Within the data below, count every line that includes "lists" and report the total alone.

→ **RECORDS SUPPLIED**
----------
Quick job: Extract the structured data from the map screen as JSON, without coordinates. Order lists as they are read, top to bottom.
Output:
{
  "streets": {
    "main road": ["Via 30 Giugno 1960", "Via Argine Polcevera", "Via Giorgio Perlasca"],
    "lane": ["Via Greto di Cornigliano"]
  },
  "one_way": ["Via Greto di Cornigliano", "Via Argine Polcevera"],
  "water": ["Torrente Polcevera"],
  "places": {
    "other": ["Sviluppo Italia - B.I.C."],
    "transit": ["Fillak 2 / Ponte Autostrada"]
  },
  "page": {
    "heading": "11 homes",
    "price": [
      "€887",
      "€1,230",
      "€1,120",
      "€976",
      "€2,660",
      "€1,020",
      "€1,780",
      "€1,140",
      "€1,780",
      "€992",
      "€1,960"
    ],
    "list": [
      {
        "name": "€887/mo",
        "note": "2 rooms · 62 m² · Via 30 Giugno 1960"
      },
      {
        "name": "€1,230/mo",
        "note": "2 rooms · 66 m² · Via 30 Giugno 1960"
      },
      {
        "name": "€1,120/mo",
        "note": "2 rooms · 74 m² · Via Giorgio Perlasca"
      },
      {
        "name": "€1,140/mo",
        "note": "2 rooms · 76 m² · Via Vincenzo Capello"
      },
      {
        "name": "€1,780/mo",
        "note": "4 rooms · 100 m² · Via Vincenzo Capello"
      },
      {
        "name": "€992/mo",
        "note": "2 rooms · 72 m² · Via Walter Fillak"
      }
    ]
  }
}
----------
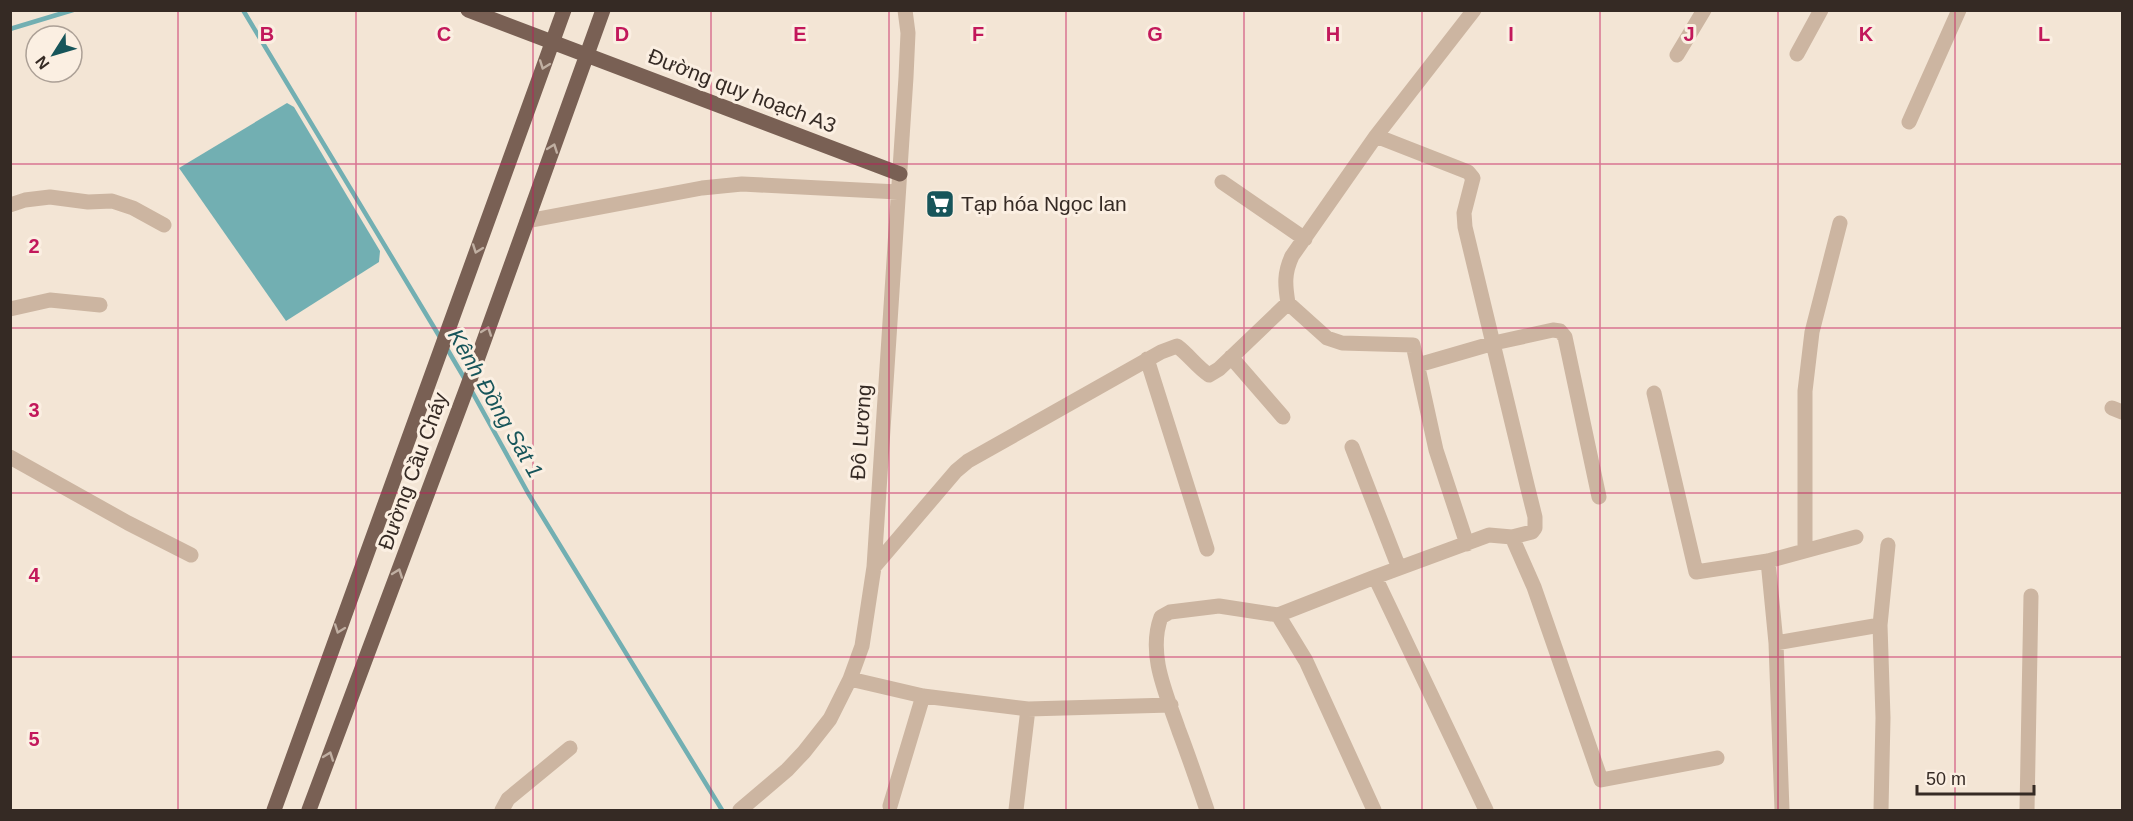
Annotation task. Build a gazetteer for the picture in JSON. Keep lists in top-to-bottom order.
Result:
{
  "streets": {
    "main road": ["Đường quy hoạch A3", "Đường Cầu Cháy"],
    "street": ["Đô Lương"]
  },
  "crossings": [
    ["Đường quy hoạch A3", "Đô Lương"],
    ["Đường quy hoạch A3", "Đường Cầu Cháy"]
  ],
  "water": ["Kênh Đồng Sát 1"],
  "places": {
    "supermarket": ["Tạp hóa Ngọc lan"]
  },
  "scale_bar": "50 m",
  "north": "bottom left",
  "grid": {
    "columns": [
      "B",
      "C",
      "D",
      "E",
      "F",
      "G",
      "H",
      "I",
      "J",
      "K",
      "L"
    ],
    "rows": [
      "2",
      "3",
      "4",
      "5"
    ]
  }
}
----------
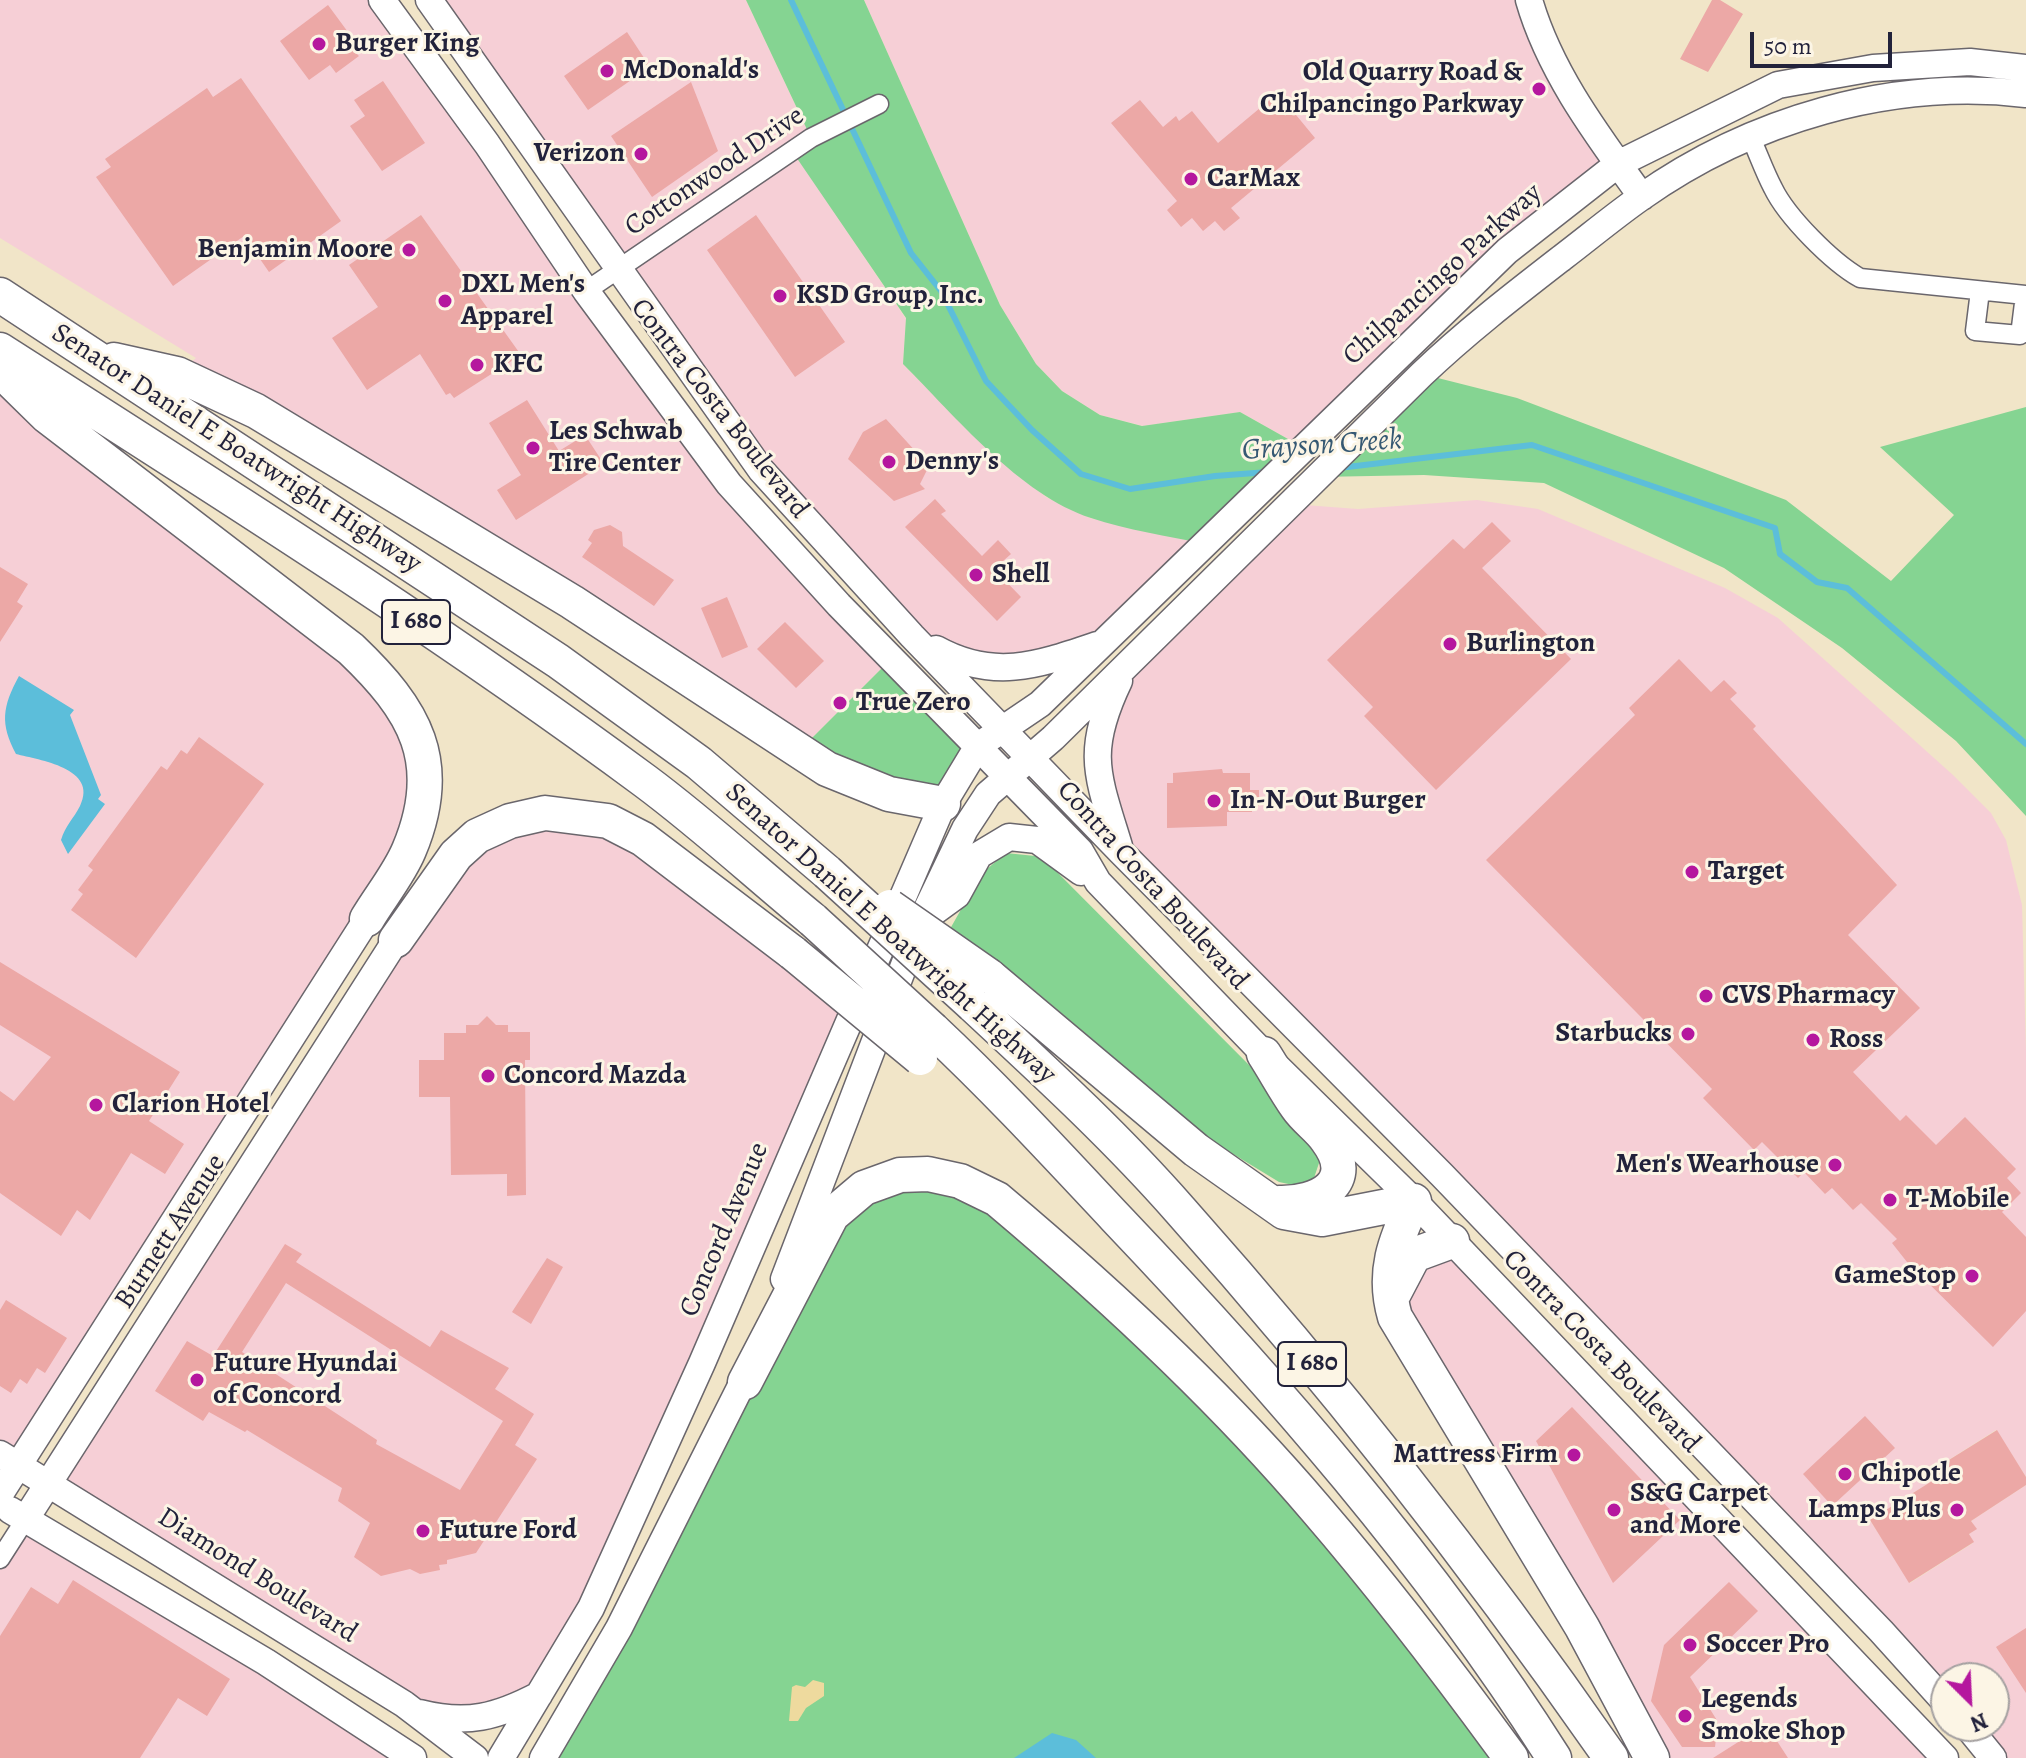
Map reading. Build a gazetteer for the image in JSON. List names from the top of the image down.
----------
→ **SOLUTION**
2